Por Carlos Páez de la Torre H

En “El amor en los tiempos del cólera”, el doctor Juvenal Urbino llega a la habitación de Jeremiah de Saint Amour. Ni bien abre la puerta, el olor del cianuro le índica que su amigo “se había puesto a salvo de los tormentos de la memoria”, quitándose la vida. Ignoro por qué, de la inmensa cantidad de tránsitos que componen la historia argentina, pocos me han impresionado tanto como el de Amadeo Jacques. No es disparatado pensar que su memoria solía atormentarlo. Pero lo dramático es que la muerte le llegó justo en la época en que su vida de desterrado empezaba a corregirse, y vislumbraba, por fin, un horizonte con promesas.

Aunque es conocida -o debiera serlo- la trayectoria de Jacques, suena pertinente reiterarla en un breve resumen.

El exilio

En París, ciudad donde nació en 1813, inició lo que parecía una fulgurante trayectoria académica. Se doctoró en Letras y se licenció en Ciencias Físicas en la Sorbona. Enseñó en la Escuela Normal Superior y en el Liceo “Louis Le Grand”. Se encargó de eruditas ediciones de Fenelon, de Leibniz y de Clark. Redactó la introducción y el capítulo de Psicología del “Manual de Filosofía” de Jules Simon y Emile Saisset, libro que tendría sostenida celebridad como texto de los colegios.

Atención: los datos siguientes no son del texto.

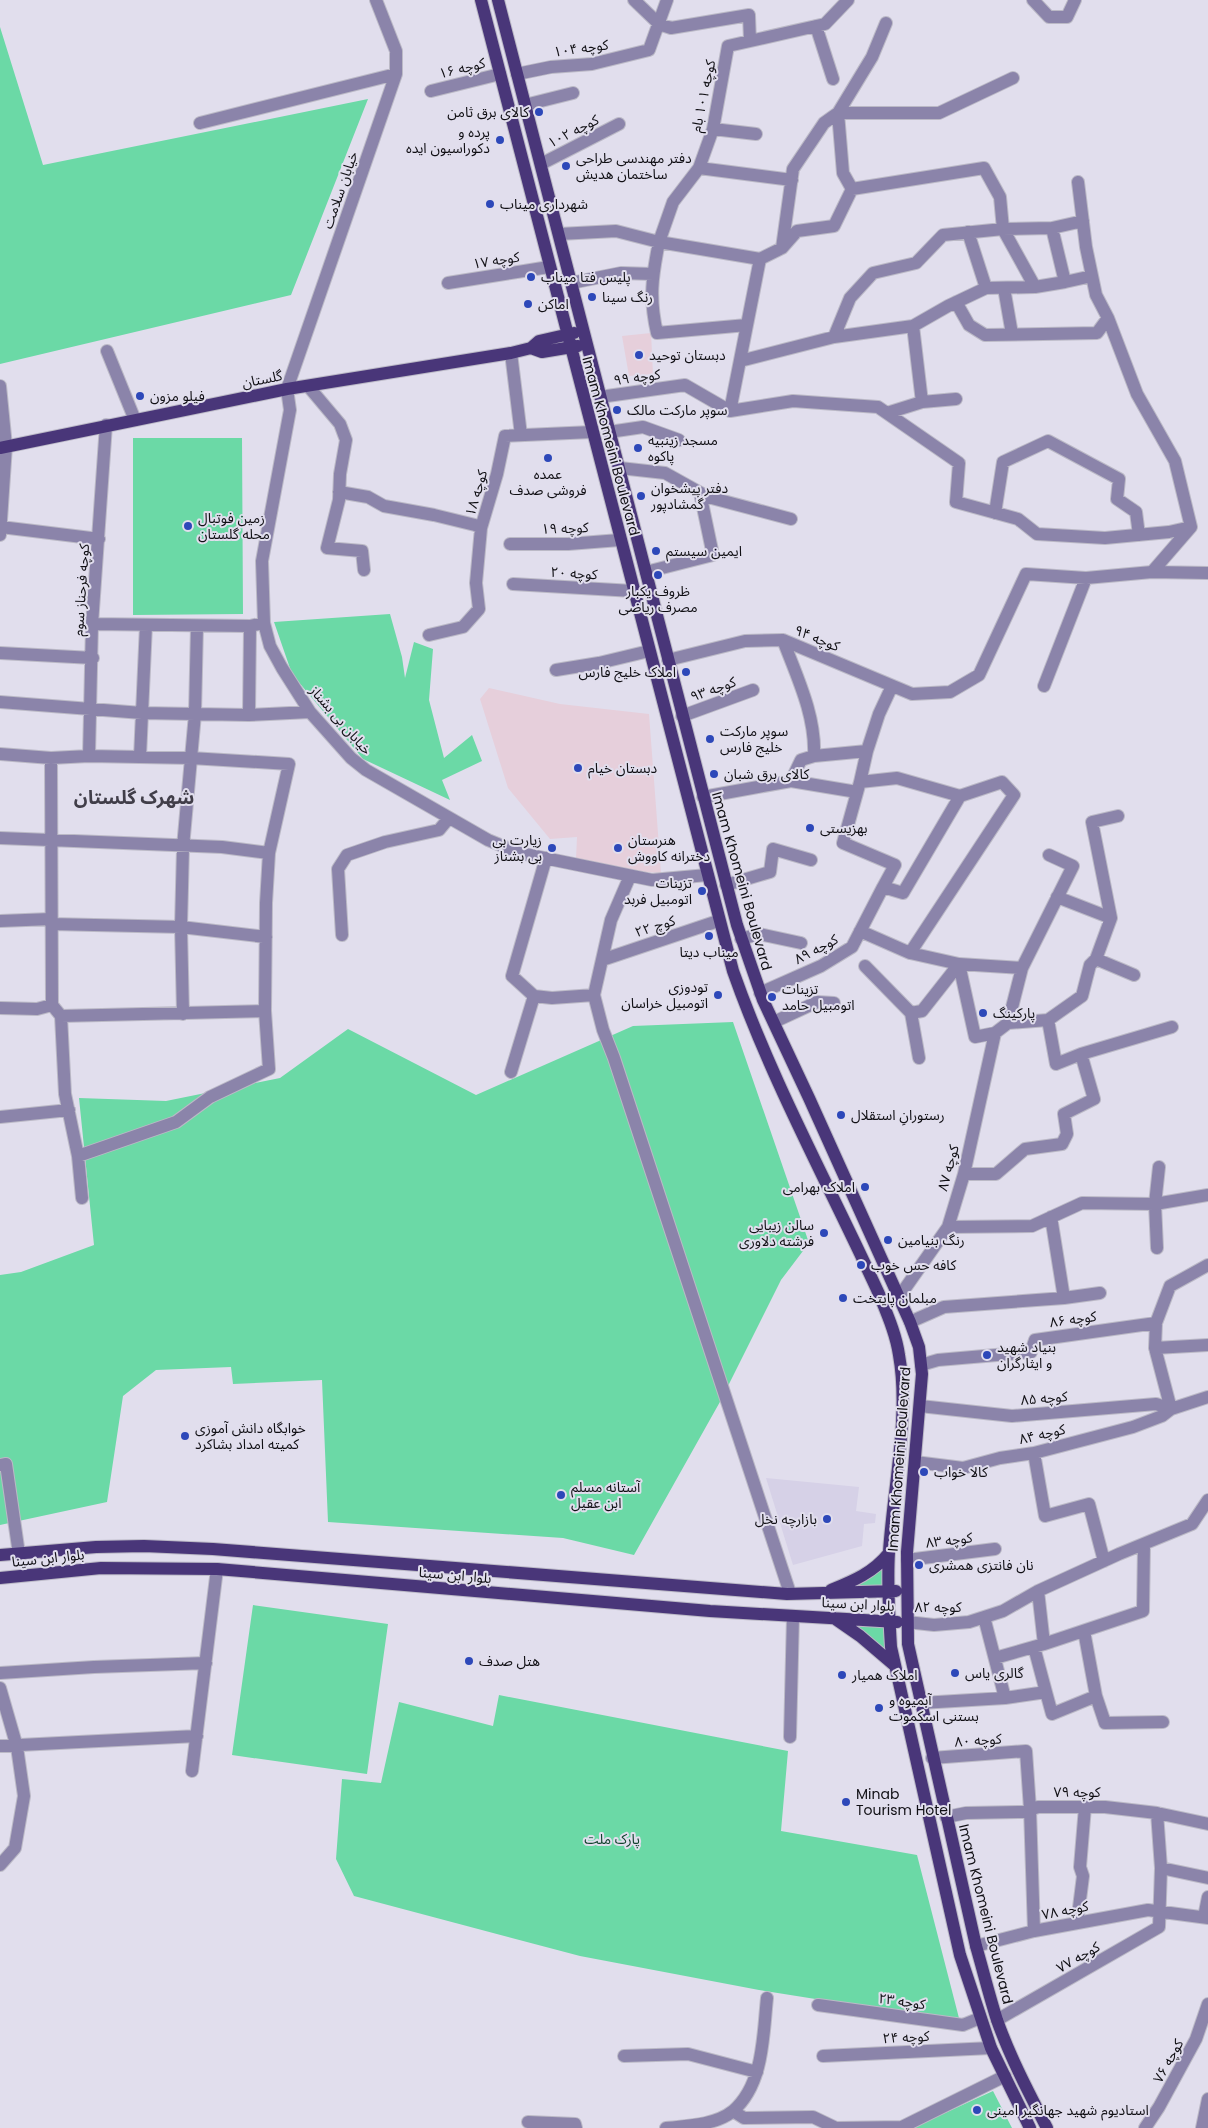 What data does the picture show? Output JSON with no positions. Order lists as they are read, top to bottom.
{
  "streets": {
    "main road": ["گلستان", "Imam Khomeini Boulevard", "بلوار ابن سینا"],
    "street": [
      "کوچه ۱۰۴",
      "کوچه ۱۶",
      "کوچه ۱۰۱ بام",
      "کوچه ۱۰۲",
      "خیابان سلامت",
      "کوچه ۱۷",
      "کوچه ۹۹",
      "کوچه ۱۸",
      "کوچه ۱۹",
      "کوچه ۲۰",
      "کوچه فرحناز سوم",
      "کوچه ۹۴",
      "کوچه ۹۳",
      "خیابان بی بشناز",
      "کوچ ۲۲",
      "کوچه ۸۹",
      "کوچه ۸۷",
      "کوچه ۸۶",
      "کوچه ۸۵",
      "کوچه ۸۴",
      "کوچه ۸۳",
      "کوچه ۸۲",
      "کوچه ۸۰",
      "کوچه ۷۹",
      "کوچه ۷۸",
      "کوچه ۷۷",
      "کوچه ۲۳",
      "کوچه ۲۴",
      "کوچه ۷۶"
    ]
  },
  "crossings": [
    ["کوچه ۱۰۴", "Imam Khomeini Boulevard"],
    ["کوچه ۱۶", "Imam Khomeini Boulevard"],
    ["کوچه ۱۰۲", "Imam Khomeini Boulevard"],
    ["خیابان سلامت", "گلستان"],
    ["خیابان سلامت", "خیابان بی بشناز"],
    ["کوچه ۱۷", "Imam Khomeini Boulevard"],
    ["کوچه ۹۹", "Imam Khomeini Boulevard"],
    ["گلستان", "Imam Khomeini Boulevard"],
    ["گلستان", "کوچه فرحناز سوم"],
    ["گلستان", "خیابان بی بشناز"],
    ["Imam Khomeini Boulevard", "کوچه ۱۸"],
    ["Imam Khomeini Boulevard", "کوچه ۱۹"],
    ["Imam Khomeini Boulevard", "کوچه ۲۰"],
    ["Imam Khomeini Boulevard", "کوچه ۹۴"],
    ["Imam Khomeini Boulevard", "کوچه ۹۳"],
    ["Imam Khomeini Boulevard", "خیابان بی بشناز"],
    ["Imam Khomeini Boulevard", "کوچ ۲۲"],
    ["Imam Khomeini Boulevard", "کوچه ۸۹"],
    ["Imam Khomeini Boulevard", "کوچه ۸۷"],
    ["Imam Khomeini Boulevard", "کوچه ۸۶"],
    ["Imam Khomeini Boulevard", "کوچه ۸۵"],
    ["Imam Khomeini Boulevard", "کوچه ۸۴"],
    ["Imam Khomeini Boulevard", "کوچه ۸۳"],
    ["Imam Khomeini Boulevard", "بلوار ابن سینا"],
    ["Imam Khomeini Boulevard", "کوچه ۸۲"],
    ["Imam Khomeini Boulevard", "کوچه ۸۰"],
    ["Imam Khomeini Boulevard", "کوچه ۷۹"],
    ["Imam Khomeini Boulevard", "کوچه ۷۸"],
    ["Imam Khomeini Boulevard", "کوچه ۷۷"],
    ["Imam Khomeini Boulevard", "کوچه ۲۳"],
    ["Imam Khomeini Boulevard", "کوچه ۲۴"],
    ["کوچه ۸۵", "کوچه ۸۴"],
    ["بلوار ابن سینا", "کوچه ۸۲"],
    ["کوچه ۸۰", "کوچه ۷۹"],
    ["کوچه ۷۸", "کوچه ۷۷"]
  ],
  "districts": ["شهرک گلستان"],
  "parks": ["پارک ملت"],
  "places": [
    "کالای برق ثامن",
    "پرده و دکوراسیون ایده",
    "دفتر مهندسی طراحی ساختمان هدیش",
    "شهرداری میناب",
    "پلیس فتا میناب",
    "رنگ سینا",
    "اماکن",
    "دبستان توحید",
    "فیلو مزون",
    "سوپر مارکت مالک",
    "مسجد زینبیه پاکوه",
    "عمده فروشی صدف",
    "دفتر پیشخوان گمشادپور",
    "زمین فوتبال محله گلستان",
    "ایمین سیستم",
    "ظروف یکبار مصرف ریاضی",
    "املاک خلیج فارس",
    "سوپر مارکت خلیج فارس",
    "دبستان خیام",
    "کالای برق شبان",
    "بهزیستی",
    "زیارت بی بی بشناز",
    "هنرستان دخترانه کاووش",
    "تزینات اتومبیل فربد",
    "میناب دیتا",
    "تودوزی اتومبیل خراسان",
    "تزینات اتومبیل حامد",
    "پارکینگ",
    "رستورانِ استقلال",
    "املاک بهرامی",
    "سالن زیبایی فرشته دلاوری",
    "رنگ بنیامین",
    "کافه حس خوب",
    "مبلمان پایتخت",
    "بنیاد شهید و ایثارگران",
    "خوابگاه دانش آموزی کمیته امداد بشاکرد",
    "کالا خواب",
    "آستانه مسلم ابن عقیل",
    "بازارچه نخل",
    "نان فانتزی همشری",
    "هتل صدف",
    "گالری یاس",
    "املاک همیار",
    "آبمیوه و بستنی اسکموت",
    "Minab Tourism Hotel",
    "استادیوم شهید جهانگیر امینی"
  ]
}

Era hombre de ideas progresistas, que iban a contrapelo con las oficiales: corrían los tiempos de Napoleón El Pequeño. En 1850, el gobierno clausuraría su revista “La liberté de penser”, que Jacques había fundado en 1847. Además, lo cesanteó de sus cátedras y le prohibió que enseñara en Francia. No le quedaba más camino que el exilio. Eligió el Río de la Plata. Con una carta de recomendación que firmaba nada menos que el famoso Alejandro de Humboldt, llegó a Montevideo en julio de 1852.

Fotos y panes

El gobierno uruguayo le mostró gran respeto, pero no recordó que el sabio tenía que mantenerse. Pasó a Paraná: se proveyó de una máquina para tomar aquellas primitivas fotos llamadas daguerrotipos, que eran el embeleso del momento, y se dirigió a Buenos Aires. Con su compatriota Alfredo Cosson, empezaron a ganarse el sustento como fotógrafos, porque las comisiones oficiales y los cursos no les daban de comer. Rumbeó entonces a Santiago del Estero. Allí ejerció la agrimensura, intentó empresas de colonización y se casó (noviembre de 1857) con Martina Augier, una bella joven hija de franceses.

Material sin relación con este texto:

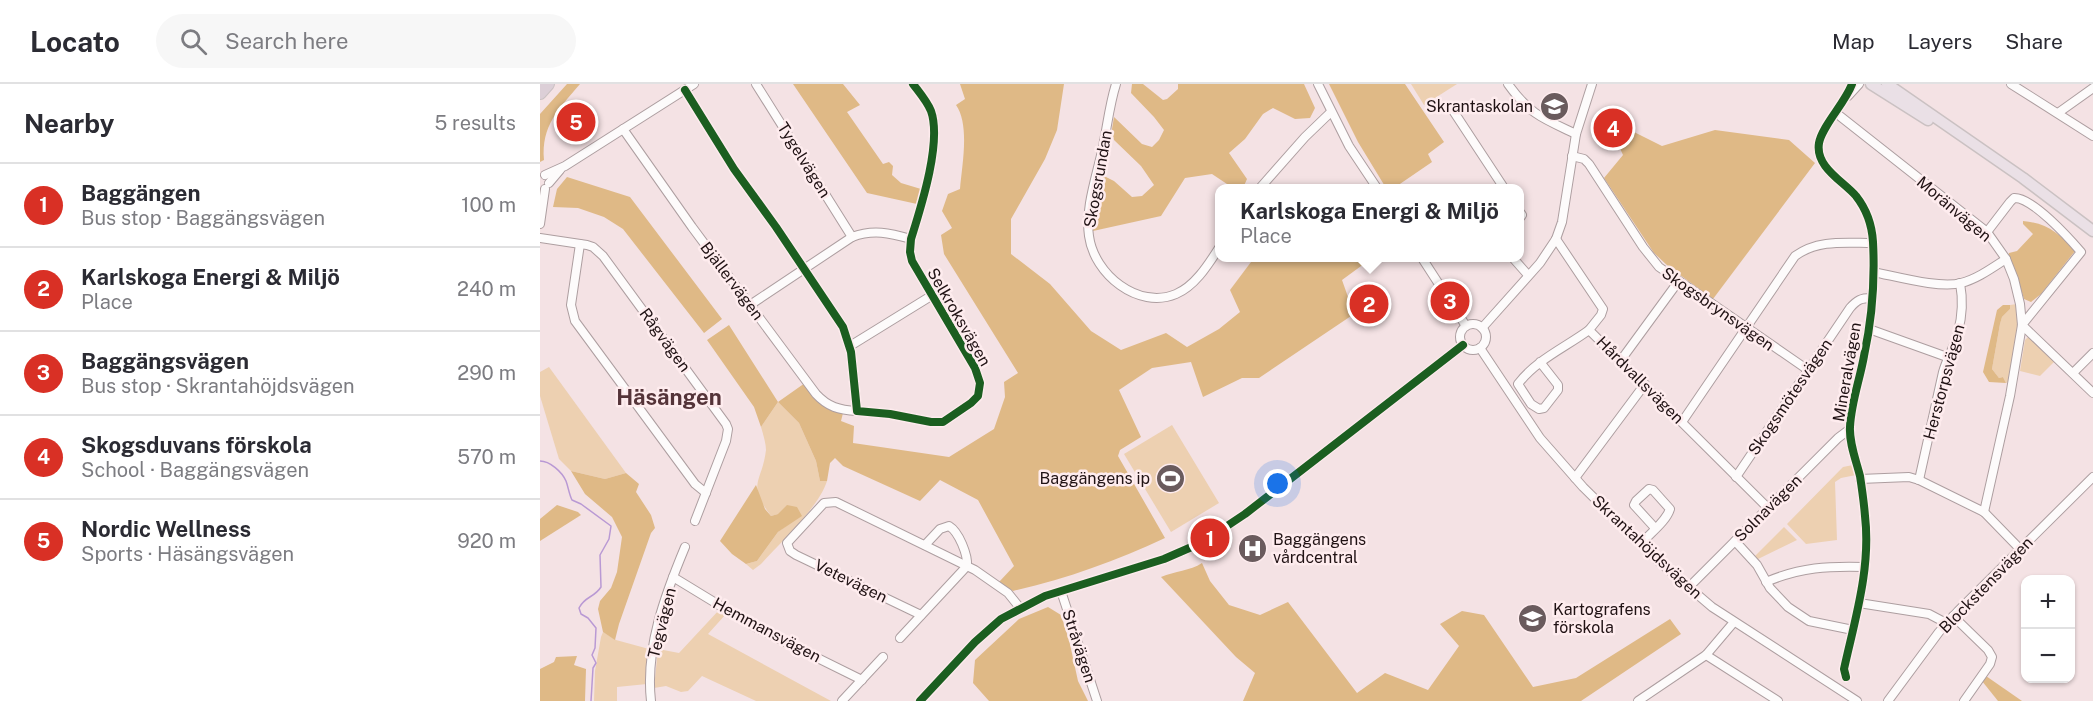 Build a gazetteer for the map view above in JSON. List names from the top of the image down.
{
  "streets": {
    "street": [
      "Tygelvägen",
      "Skogsrundan",
      "Moränvägen",
      "Bjällervägen",
      "Skogsbrynsvägen",
      "Selkroksvägen",
      "Rågvägen",
      "Mineralvägen",
      "Hårdvallsvägen",
      "Herstorpsvägen",
      "Skogsmötesvägen",
      "Solnavägen",
      "Skrantahöjdsvägen",
      "Vetevägen",
      "Blockstensvägen",
      "Tegvägen",
      "Hemmansvägen",
      "Stråvägen"
    ]
  },
  "crossings": [
    ["Moränvägen", "Mineralvägen"],
    ["Bjällervägen", "Selkroksvägen"],
    ["Skogsbrynsvägen", "Skogsmötesvägen"],
    ["Mineralvägen", "Skogsmötesvägen"],
    ["Mineralvägen", "Solnavägen"],
    ["Hårdvallsvägen", "Skogsmötesvägen"],
    ["Hårdvallsvägen", "Solnavägen"],
    ["Solnavägen", "Skrantahöjdsvägen"],
    ["Tegvägen", "Hemmansvägen"]
  ],
  "districts": ["Häsängen"],
  "places": {
    "school or university": ["Skrantaskolan", "Kartografens förskola"],
    "sports": ["Baggängens ip"],
    "hospital": ["Baggängens vårdcentral"]
  },
  "page": {
    "header": "Locato",
    "search": "Search here",
    "nav": ["Map", "Layers", "Share"],
    "heading": ["Nearby", "5 results"],
    "pins": [
      "5",
      "4",
      "3",
      "2",
      "1"
    ],
    "list": [
      {
        "mark": "1",
        "name": "Baggängen",
        "note": "Bus stop · Baggängsvägen",
        "value": "100 m"
      },
      {
        "mark": "2",
        "name": "Karlskoga Energi & Miljö",
        "note": "Place",
        "value": "240 m"
      },
      {
        "mark": "3",
        "name": "Baggängsvägen",
        "note": "Bus stop · Skrantahöjdsvägen",
        "value": "290 m"
      },
      {
        "mark": "4",
        "name": "Skogsduvans förskola",
        "note": "School · Baggängsvägen",
        "value": "570 m"
      },
      {
        "mark": "5",
        "name": "Nordic Wellness",
        "note": "Sports · Häsängsvägen",
        "value": "920 m"
      }
    ],
    "popup": ["Karlskoga Energi & Miljö", "Place"],
    "map_buttons": ["+", "−"]
  }
}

Pasó a Tucumán. Él y Cosson siguieron con los daguerrotipos, y puso además una panadería, “La Perfeccionada”, asociado con otro compatriota, Tranchard. El gobernador Agustín Justo de la Vega lo sacó de esas extrañas tareas, y lo nombró director del flamante Colegio San Miguel. Allí, formaría una generación de tucumanos hasta 1862, año en que se trasladó a Buenos Aires llamado por el tucumano Marcos Paz, vicepresidente de la República. En 1864 asumió el rectorado del Colegio Nacional porteño, donde introdujo memorables innovaciones y fascinó a sus discípulos, como lo confirma el cálido testimonio de Miguel Cané.

Tiempos mejores

Jacques empezó entonces a sentirse bien. Era considerado y respetado; no solamente enseñaba -que era su máximo anhelo-, sino que tenía oportunidad de modificar de raíz todo el sistema educativo del Colegio, de acuerdo al proyecto que le habían encargado. Tenía una esposa y tres hijos, dos varones y una mujer. Podemos pensar que los “tormentos de la memoria” (la gran carrera truncada en París y los fracasos que venía arrastrando en la Argentina) comenzaban, por fin, a batirse en retirada.

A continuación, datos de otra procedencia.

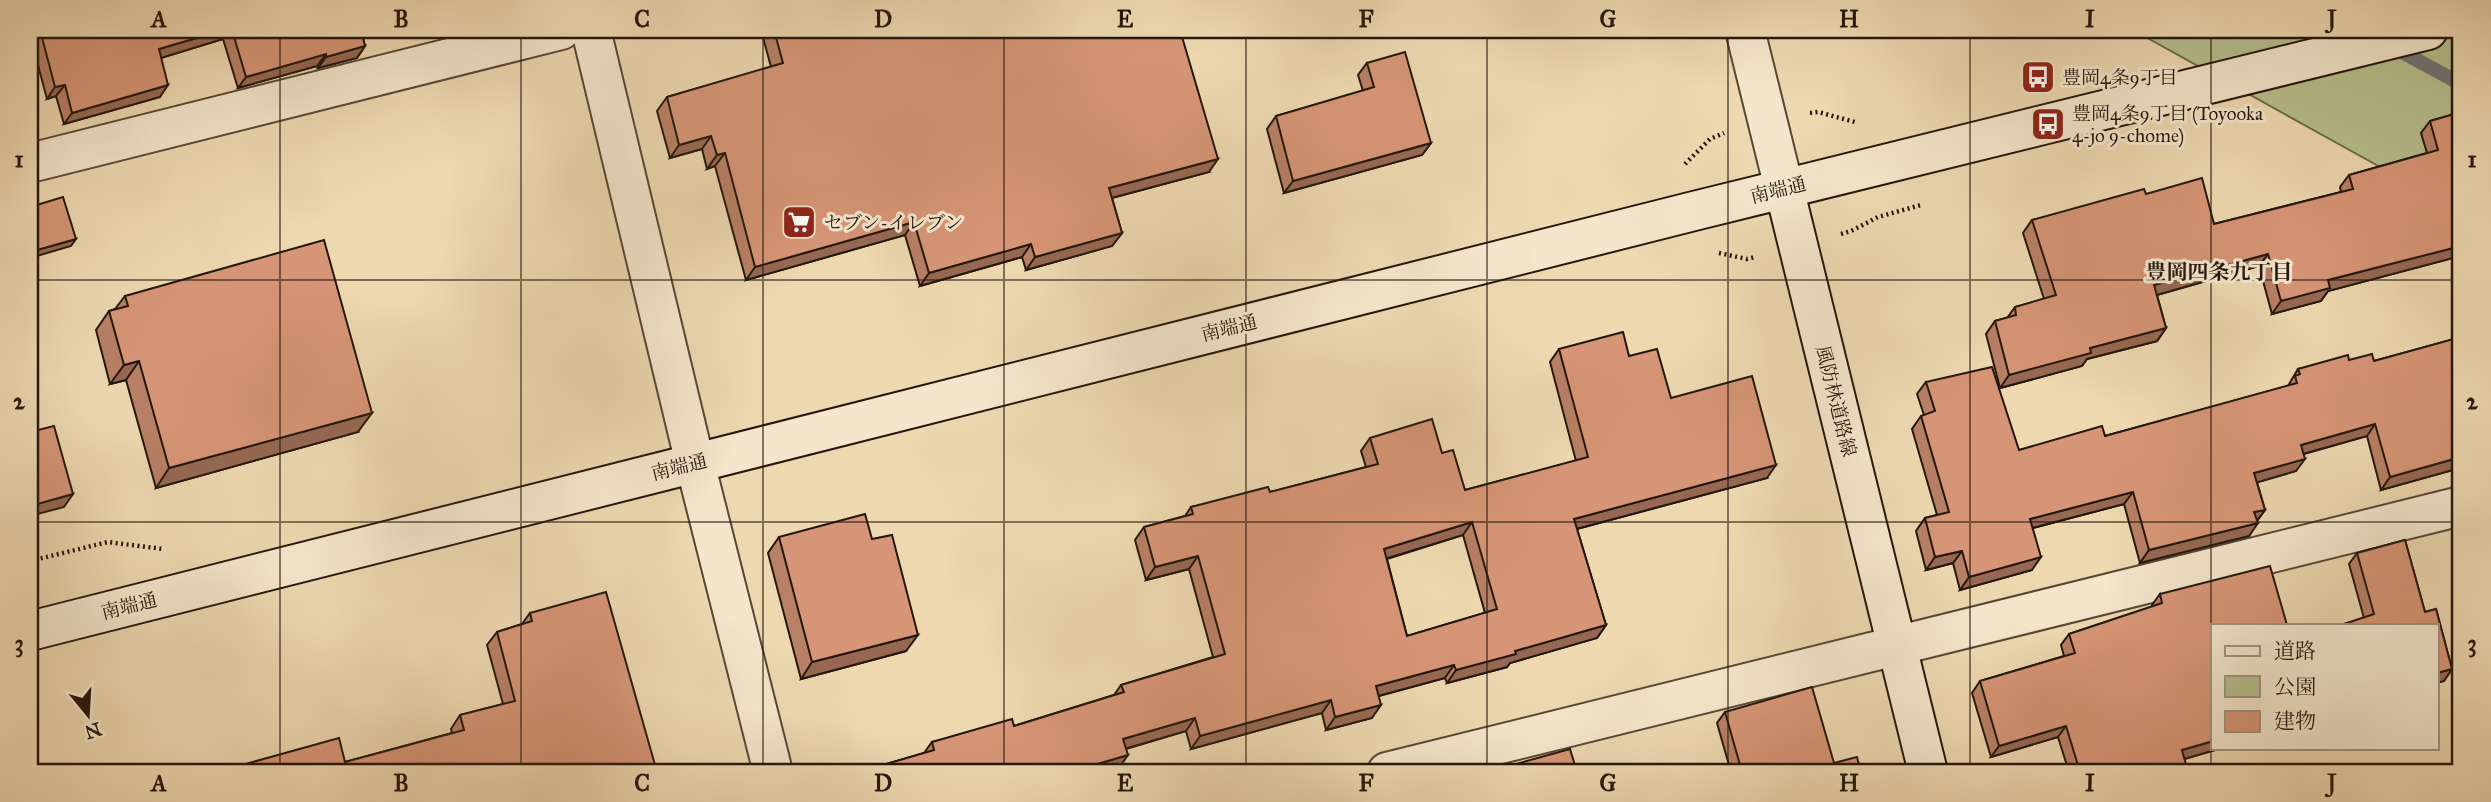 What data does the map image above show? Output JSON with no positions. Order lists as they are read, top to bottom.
{
  "streets": {
    "street": ["南端通", "風防林道路線"]
  },
  "crossings": [
    ["南端通", "風防林道路線"]
  ],
  "districts": ["豊岡四条九丁目"],
  "places": {
    "bus stop": ["豊岡4条9丁目", "豊岡4条9丁目 (Toyooka 4-jo 9-chome)"],
    "supermarket": ["セブン-イレブン"]
  },
  "legend": ["道路", "公園", "建物"],
  "north": "bottom",
  "grid": {
    "columns": [
      "A",
      "B",
      "C",
      "D",
      "E",
      "F",
      "G",
      "H",
      "I",
      "J"
    ],
    "rows": ["1", "2", "3"]
  }
}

Paul Groussac, su compatriota, llegó a Buenos Aires cuando ya no existía Jacques, para quien iba recomendado en una carta del rector del Liceo de Toulouse. Pero fue un admirador fervoroso de la tarea del maestro, y sobre su vida y obra publicó dos excelentes artículos en Le Courrier Francais de 1918.

Dice en uno de ellos que Jacques, “de alta estatura, robusto y sanguíneo, había ya recibido advertencias inequívocas del peligro que corría si prolongaba sus trabajos nocturnos”.

Noche de teatro

La noche del 12 de octubre de 1865, después de comer, sintió “la cabeza pesada”. Para distraerse, partió al Teatro Argentino, “donde un buen elenco francés de subprefectura representaba, esa noche, el ‘Médecin malgré lui’ de Moliere. Fue así que, sobre la última réplica graciosa de Sganarelle a Martina (el nombre de la propia esposa de Jacques) este agonizante sin saberlo regresó a su casa, pasada la medianoche. A la mañana siguiente, su hijita de siete años lo encontró muerto en la cama”.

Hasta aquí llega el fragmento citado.